EXERCISE PROMPT. Return all lines in the material below that contain "Bolstraat".

DATA FOR PROCESSING.
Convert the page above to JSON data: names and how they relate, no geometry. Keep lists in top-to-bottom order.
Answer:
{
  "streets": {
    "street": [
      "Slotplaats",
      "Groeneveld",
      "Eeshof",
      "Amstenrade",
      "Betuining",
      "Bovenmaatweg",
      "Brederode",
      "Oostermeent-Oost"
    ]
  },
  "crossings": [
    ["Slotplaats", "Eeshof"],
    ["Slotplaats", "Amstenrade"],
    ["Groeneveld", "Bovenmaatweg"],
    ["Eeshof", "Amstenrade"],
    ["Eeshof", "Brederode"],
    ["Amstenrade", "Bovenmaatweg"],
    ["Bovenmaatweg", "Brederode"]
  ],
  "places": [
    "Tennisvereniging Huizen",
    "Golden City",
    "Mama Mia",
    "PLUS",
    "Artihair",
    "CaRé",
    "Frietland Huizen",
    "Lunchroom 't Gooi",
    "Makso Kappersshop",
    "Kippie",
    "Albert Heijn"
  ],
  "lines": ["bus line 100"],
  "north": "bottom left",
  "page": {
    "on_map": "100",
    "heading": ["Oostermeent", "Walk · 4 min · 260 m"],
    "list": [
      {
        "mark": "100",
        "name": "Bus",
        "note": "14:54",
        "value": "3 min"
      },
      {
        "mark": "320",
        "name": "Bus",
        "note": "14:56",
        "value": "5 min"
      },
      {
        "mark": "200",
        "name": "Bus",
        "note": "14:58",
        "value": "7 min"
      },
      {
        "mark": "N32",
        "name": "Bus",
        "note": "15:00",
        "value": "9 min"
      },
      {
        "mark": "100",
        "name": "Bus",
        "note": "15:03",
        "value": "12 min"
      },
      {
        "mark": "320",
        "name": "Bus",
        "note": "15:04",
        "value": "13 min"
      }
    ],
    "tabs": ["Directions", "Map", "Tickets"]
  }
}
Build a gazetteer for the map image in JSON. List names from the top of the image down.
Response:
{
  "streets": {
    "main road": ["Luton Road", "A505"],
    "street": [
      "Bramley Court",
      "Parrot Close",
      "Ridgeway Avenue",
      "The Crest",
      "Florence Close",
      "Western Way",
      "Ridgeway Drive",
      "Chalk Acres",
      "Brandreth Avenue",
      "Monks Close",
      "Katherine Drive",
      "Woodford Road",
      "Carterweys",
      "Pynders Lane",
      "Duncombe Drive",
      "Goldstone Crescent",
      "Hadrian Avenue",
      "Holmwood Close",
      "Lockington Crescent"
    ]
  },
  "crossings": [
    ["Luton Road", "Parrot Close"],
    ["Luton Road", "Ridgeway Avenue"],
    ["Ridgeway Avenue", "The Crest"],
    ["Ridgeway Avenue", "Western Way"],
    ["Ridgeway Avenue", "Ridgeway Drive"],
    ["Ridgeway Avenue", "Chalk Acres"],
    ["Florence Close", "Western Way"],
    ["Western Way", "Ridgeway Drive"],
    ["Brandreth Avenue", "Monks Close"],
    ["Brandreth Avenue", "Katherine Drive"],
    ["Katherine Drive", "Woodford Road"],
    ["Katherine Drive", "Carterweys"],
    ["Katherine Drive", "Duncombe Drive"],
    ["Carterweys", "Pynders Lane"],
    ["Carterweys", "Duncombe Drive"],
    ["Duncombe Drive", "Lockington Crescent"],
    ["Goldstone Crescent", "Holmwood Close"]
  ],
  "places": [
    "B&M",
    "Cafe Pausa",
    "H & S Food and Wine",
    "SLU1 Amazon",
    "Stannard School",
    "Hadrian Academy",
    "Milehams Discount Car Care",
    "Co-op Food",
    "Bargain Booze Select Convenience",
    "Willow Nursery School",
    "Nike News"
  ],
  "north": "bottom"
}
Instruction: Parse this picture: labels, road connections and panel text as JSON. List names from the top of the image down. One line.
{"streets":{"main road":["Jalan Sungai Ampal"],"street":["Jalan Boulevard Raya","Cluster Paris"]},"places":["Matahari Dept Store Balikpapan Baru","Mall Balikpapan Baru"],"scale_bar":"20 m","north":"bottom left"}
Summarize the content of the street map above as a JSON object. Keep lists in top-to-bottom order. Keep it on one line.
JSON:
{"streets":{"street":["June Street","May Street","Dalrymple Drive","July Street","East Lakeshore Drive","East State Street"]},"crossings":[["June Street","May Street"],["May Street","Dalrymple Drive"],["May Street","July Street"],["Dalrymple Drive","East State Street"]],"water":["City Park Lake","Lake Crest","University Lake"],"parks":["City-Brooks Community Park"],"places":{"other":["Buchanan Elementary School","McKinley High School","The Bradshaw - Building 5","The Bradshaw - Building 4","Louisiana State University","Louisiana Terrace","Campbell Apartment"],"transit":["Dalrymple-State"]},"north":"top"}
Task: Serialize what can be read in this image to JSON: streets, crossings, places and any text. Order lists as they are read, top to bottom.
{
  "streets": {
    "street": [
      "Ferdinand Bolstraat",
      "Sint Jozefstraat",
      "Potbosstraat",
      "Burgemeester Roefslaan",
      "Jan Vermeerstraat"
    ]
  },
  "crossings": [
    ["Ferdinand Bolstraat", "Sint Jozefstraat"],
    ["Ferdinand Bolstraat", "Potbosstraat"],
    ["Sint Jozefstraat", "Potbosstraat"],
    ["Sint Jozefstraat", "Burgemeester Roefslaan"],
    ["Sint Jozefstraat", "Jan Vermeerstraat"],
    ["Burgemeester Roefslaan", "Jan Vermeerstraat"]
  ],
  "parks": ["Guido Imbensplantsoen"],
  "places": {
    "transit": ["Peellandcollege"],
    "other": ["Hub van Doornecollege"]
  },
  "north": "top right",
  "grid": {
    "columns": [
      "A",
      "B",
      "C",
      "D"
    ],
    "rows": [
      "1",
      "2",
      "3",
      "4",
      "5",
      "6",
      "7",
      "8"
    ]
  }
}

EXERCISE ANSWER.
      "Ferdinand Bolstraat",
    ["Ferdinand Bolstraat", "Sint Jozefstraat"],
    ["Ferdinand Bolstraat", "Potbosstraat"],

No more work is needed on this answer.